Another idea I like, but I don’t think I’ll do. Thank goodness I’ve decided to do more muslins. I’m starting to like the idea of the extra step of doing one. Remember this lovely Burda 12/2011 #119 blouse?
Well, I’ll have to go looking for something else, because I don’t really fancy this. I honestly would never wear this. Even as a dress. I’m not crazy about the front pleat or the under bust bow. Such a cute blouse in the drawing, too, but not in my real life! And that neckline has been raised by about 3 inches. Maybe too much from this photo, but definitely necessary to avoid a wardrobe malfunction. >_<
Shoulders are too tight, the hem requires more width, and the side view is appalling. Jeepers. Sometimes muslin photos make me wonder what the heck I was thinking, or why I bother! Maybe I should make up a croquis. Although it wouldn’t have given me the full onslaught of the side view horror show.

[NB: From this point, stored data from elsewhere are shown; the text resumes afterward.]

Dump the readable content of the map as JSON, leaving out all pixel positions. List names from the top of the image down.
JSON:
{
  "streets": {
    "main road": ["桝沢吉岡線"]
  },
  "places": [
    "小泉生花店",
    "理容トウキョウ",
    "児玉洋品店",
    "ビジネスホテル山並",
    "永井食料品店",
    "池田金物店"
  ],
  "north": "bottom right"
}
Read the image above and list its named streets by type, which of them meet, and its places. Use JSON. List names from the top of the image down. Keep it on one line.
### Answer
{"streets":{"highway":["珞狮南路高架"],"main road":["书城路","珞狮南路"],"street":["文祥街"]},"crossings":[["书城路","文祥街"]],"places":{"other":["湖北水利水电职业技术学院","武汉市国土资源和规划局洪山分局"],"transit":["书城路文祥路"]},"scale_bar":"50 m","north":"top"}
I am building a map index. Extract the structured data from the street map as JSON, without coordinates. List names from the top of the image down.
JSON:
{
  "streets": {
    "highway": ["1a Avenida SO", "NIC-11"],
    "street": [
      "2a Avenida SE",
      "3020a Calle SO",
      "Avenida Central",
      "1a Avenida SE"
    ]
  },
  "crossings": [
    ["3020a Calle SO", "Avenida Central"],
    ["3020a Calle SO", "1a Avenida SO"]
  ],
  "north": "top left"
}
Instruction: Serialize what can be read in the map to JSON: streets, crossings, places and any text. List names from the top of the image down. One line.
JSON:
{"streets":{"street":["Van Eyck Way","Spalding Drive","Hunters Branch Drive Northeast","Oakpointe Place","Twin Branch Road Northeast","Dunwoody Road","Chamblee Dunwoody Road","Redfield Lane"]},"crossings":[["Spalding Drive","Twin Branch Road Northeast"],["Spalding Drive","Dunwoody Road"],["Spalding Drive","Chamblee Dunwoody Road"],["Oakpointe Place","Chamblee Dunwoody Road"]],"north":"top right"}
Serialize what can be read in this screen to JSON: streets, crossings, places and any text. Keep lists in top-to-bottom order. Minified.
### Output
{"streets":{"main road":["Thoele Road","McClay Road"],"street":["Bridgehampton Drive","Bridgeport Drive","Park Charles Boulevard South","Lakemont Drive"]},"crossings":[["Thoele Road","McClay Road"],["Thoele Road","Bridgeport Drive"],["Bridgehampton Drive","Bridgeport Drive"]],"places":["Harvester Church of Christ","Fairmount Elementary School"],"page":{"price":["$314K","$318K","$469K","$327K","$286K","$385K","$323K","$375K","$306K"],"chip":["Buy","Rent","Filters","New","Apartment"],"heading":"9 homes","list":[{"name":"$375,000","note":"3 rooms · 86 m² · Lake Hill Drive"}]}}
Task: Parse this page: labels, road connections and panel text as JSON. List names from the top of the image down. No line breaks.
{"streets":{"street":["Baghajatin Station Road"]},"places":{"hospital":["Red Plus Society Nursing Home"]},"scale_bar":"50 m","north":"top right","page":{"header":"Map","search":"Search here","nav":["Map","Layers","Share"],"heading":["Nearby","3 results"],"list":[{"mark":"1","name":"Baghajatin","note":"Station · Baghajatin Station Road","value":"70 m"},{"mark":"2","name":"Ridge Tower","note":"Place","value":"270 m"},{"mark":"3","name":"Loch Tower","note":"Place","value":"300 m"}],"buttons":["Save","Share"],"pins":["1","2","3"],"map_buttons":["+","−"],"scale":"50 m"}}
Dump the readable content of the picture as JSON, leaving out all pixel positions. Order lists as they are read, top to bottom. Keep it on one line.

I’d like to apologize in advance for making any readers who are strong swimmers cringe. I’m desperately wishing I’d had swimming lessons at this point.
This is muslin number 3 for the Request Gown. I cannot thank those of you who left comments on my last drowning post regarding this
horrendous challenging project enough. You were all very encouraging to one learning to swim, and I’m grateful. I have never in my life had to create such an incredibly customized Franken pattern. You may recall in my first muslin we were considering very full gathered sleeves, but, in all honesty – and maybe it’s the old sheets – everything looked like Little House on the Prairie or one of those long-sleeved flannel nighties I used to wear as a small child. So the consensus was long tapered sleeves. Split down the centre. With loop/button closure every 6 inches or so.I did do the circle and draping in a mirror front and back, and we decided we’d see if a zipper on the right side of the dress where there’s no detailing would be better. Certainly it is from an insertion point of view – less mess and patience required to match things up perfectly while inserting an invisible zipper (which is always a bit of challenge for me anyways). Here’s the back view, and you can see that I still need to add more width through the shoulders. I decided to leave everything above the waist on the bias as much as possible. I dunno…. I don’t know enough about draping/drafting to make an informed decision on that one, but I think leaving it on the bias will give it a more fluid look. The bodice is on the straight grain in the picture below, but will be on the bias, too, since more draping is required across the bust. I just don’t know how the heck I’m going to get all the draping into the desired 1-inch wide shoulder seam. This dress is pushing my comfort zone. I have realized that I’m operating in an information void, which is frustrating me. If I knew what I was doing, or what I needed to do, it would problem-solve much faster and easier. And the front slit will still be as muslined with 5 buttons with loop closures at the top. I guess it will have to be faced so I have a seam in which to sew the loops.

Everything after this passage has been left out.